Stainless and sabots - a success story - stainless steel rifles and saboted slug loads - Special Intelligence - Column

Shooting Industry, June, 1992 by Jon R. Sundra

We seem to be entering the age of silver-gray. No, I don't mean hair color; I'm talking about stainless steel rifles. In case you haven't noticed, all the majors are now producing versions of their respective flagship rifles in matte-finished stainless steel.

Browning started it all with their Stainless Stalker about five years ago and since then Ruger, Savage, Remington, Weatherby, and Winchester (USRAC) have joined the fray, the latter three just this year.

Recently, I asked a number of dealers how they were going about selling stainless, if indeed they had to "sell" it at all. The consensus was that these guns have become well-enough accepted to sell themselves, providing the customer does not have any strong objections based solely on the appearance of the guns. In other words, if a silver-gray rifle in a black synthetic stock -- which typifies all six of the guns we're talking about here -- turns a customer off, what can you do to make a sale?

Who Wants Stainless?

Predictably, I think it's the younger shooters who seem to be taking to stainless a lot more readily than their dads. Indeed, one dealer from Michigan told me he could count on one hand how many customers over age 30 had purchased stainless rifles from him...and he figured he'd sold around 50 of them over the last two years.

When I asked these same dealers whether they thought it was appearance that attracted customers to stainless or the actual benefits it offered, most said the initial attraction was purely a cosmetic one. It seems that as long as the customer has no pre-disposed aversion to the unconventional appearance of what in essence is a black and silver rifle, the maintenance-free (almost) and longer barrel life aspects of stainless then become strong selling points.

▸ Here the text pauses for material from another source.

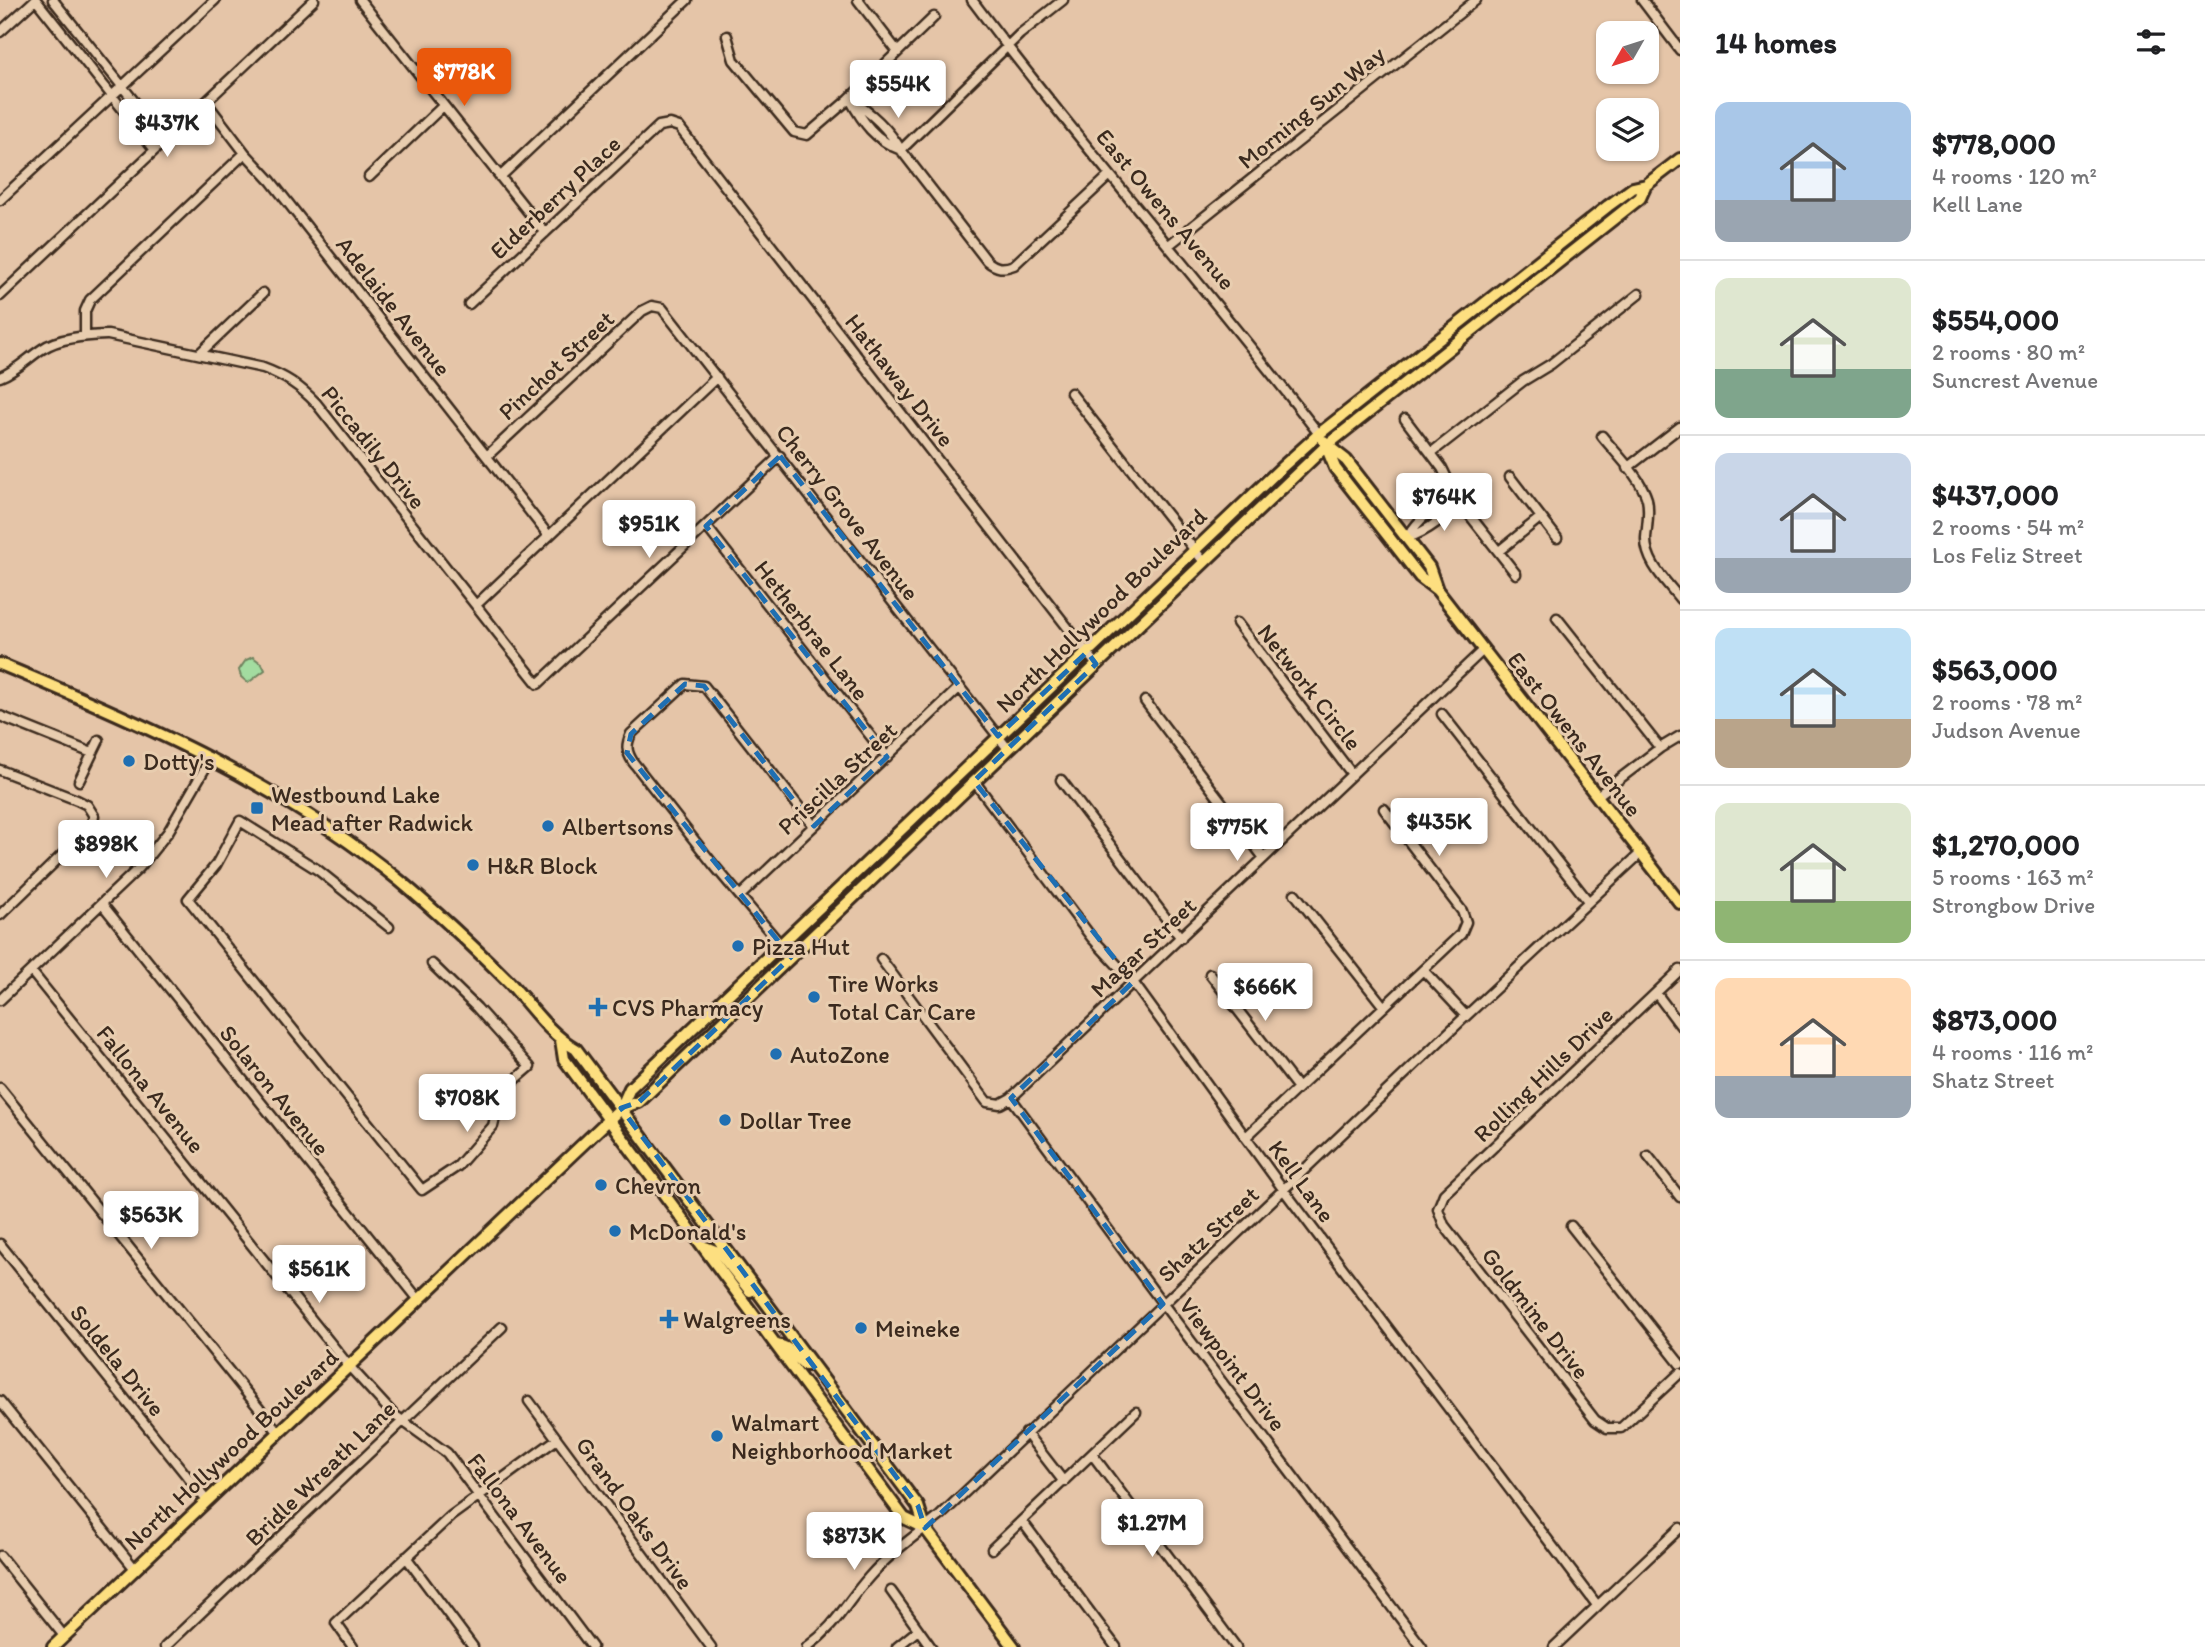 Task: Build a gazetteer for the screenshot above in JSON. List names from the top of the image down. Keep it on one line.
{"streets":{"main road":["East Owens Avenue","North Hollywood Boulevard"],"street":["Morning Sun Way","Elderberry Place","Adelaide Avenue","Pinchot Street","Hathaway Drive","Piccadily Drive","Cherry Grove Avenue","Hetherbrae Lane","Network Circle","Priscilla Street","Magar Street","Rolling Hills Drive","Fallona Avenue","Solaron Avenue","Kell Lane","Shatz Street","Goldmine Drive","Soldela Drive","Viewpoint Drive","Bridle Wreath Lane","Grand Oaks Drive"]},"crossings":[["Morning Sun Way","East Owens Avenue"],["Elderberry Place","Hathaway Drive"],["East Owens Avenue","North Hollywood Boulevard"],["East Owens Avenue","Magar Street"],["East Owens Avenue","Shatz Street"],["Adelaide Avenue","Pinchot Street"],["Pinchot Street","Cherry Grove Avenue"],["Hathaway Drive","North Hollywood Boulevard"],["Piccadily Drive","Hetherbrae Lane"],["Cherry Grove Avenue","North Hollywood Boulevard"],["Cherry Grove Avenue","Priscilla Street"],["North Hollywood Boulevard","Fallona Avenue"],["North Hollywood Boulevard","Solaron Avenue"],["North Hollywood Boulevard","Kell Lane"],["North Hollywood Boulevard","Soldela Drive"],["Hetherbrae Lane","Priscilla Street"],["Network Circle","Magar Street"],["Magar Street","Kell Lane"],["Magar Street","Viewpoint Drive"],["Rolling Hills Drive","Goldmine Drive"],["Fallona Avenue","Bridle Wreath Lane"],["Kell Lane","Shatz Street"],["Shatz Street","Viewpoint Drive"]],"places":{"other":["Dotty's","Albertsons","H&R Block","Pizza Hut","Tire Works Total Car Care","AutoZone","Dollar Tree","Chevron","McDonald's","Meineke","Walmart Neighborhood Market"],"transit":["Westbound Lake Mead after Radwick"],"health":["CVS Pharmacy","Walgreens"]},"north":"bottom left","page":{"heading":"14 homes","price":["$778K","$554K","$437K","$764K","$951K","$435K","$775K","$898K","$666K","$708K","$563K","$561K","$1.27M","$873K"],"list":[{"name":"$778,000","note":"4 rooms · 120 m² · Kell Lane"},{"name":"$554,000","note":"2 rooms · 80 m² · Suncrest Avenue"},{"name":"$437,000","note":"2 rooms · 54 m² · Los Feliz Street"},{"name":"$563,000","note":"2 rooms · 78 m² · Judson Avenue"},{"name":"$1,270,000","note":"5 rooms · 163 m² · Strongbow Drive"},{"name":"$873,000","note":"4 rooms · 116 m² · Shatz Street"}]}}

Although the bore should be cleaned just as frequently as a conventional chrome-moly one if one expects top accuracy, the stainless rifle doesn't need the same pampering to keep rust away. A soaking from rain or snow (or for that matter just the morning dew that can accumulate on a rifle left outside), that would otherwise require it be taken out of its stock and dried, just isn't necessary with stainless.

While few hunting rifles are ever "shot out," the extended accuracy life that stainless barrel offers is nonetheless powerful selling point. There is, after all, a perceived value in the fact that stainless will provide another one or two thousand rounds of top accuracy, even though the likelihood of that rifle being shot even 1,000 times total is unlikely.

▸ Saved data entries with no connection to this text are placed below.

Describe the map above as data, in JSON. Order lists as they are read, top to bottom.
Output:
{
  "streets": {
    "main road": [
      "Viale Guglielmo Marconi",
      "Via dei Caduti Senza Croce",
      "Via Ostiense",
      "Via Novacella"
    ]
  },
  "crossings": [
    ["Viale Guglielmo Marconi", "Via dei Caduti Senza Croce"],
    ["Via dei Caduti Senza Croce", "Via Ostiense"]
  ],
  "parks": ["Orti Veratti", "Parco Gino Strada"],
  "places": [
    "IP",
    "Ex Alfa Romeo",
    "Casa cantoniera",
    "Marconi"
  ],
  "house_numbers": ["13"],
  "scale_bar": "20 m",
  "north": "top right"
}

Then there's the synthetic stocks these guns wear which makes that half of the package just as impervious to the weather as the other half. Of course weatherproof, dimensionally stable stocks are not unique to stainless guns, but it is another feature they have going for them.

It would seem, then, that although the basic attraction of the stainless steel rifle is primarily cosmetic, the genuine advantages it offers over traditional blued steel and walnut are not lost on the consumer. It's no wonder stainless is "in," and I for one think it's going to stay that way for a long time.

The Success of the Sabot

It's amazing how much has happened in the world of slug shooting these past several years. For so long this has been the most neglected segment of the shooting world with regard to new product development in guns and ammunition; now it has undergone a veritable renaissance.

It all goes back to the BATF's ruling exempting the rifled 12-gauge shotgun from its list of Destructive Devices. Theretofore, any rifled bore over .50 caliber (the 12 gauge is .73 caliber) was illegal for sporting use. Once the legal way was cleared, the barrel-making firm of E.R. Shaw in Pittsburgh, Pa., was first to develop fully rifled 12 gauge barrels with which they furnished the gunsmithing trade and also fitted to their own customers' guns.

Concurrent with Shaw's rifled 'shotgun' barrels was BRI's development of the .50 caliber sabot slug. BRI's weird-looking, wasp-waisted projectile encased in a two-piece plastic sleeve never shot all that well in smoothbores, but when pushed through a rifled bore the results were so much better that it forever changed the way we looked at slugs.

Another obstacle that has since partially melted away was the fact that the laws in many states were written in such a way as to either outright prohibit the use of a rifled 12 gauge gun, or at best to cloud the legality of its use. Some game departments have since come around to allowing it, some haven't.

Meanwhile, the success of the Shaw/BRI connection prompted Hastings of Clay Center, Kansas, to get into the game by offering replacement rifled barrels for the more popular interchangeable-barrel shotguns. That in turn spurred the major manufacturers to see the potential of doing the whole thing themselves.

Today we have Benelli, Browning, Ithaca, Mossberg, Remington, and Winchester producing pump or semi-auto shotguns with fully rifled barrels and/or rifled choke tubes; Shaw and Hastings are still each doing their after-market things. New custom makers like Randy Fritz of Tar-Hunt Custom Rifles of Bloomsburg, Pa., are building bolt guns specifically designed for one thing only: to shoot saboted slugs as accurately as possible.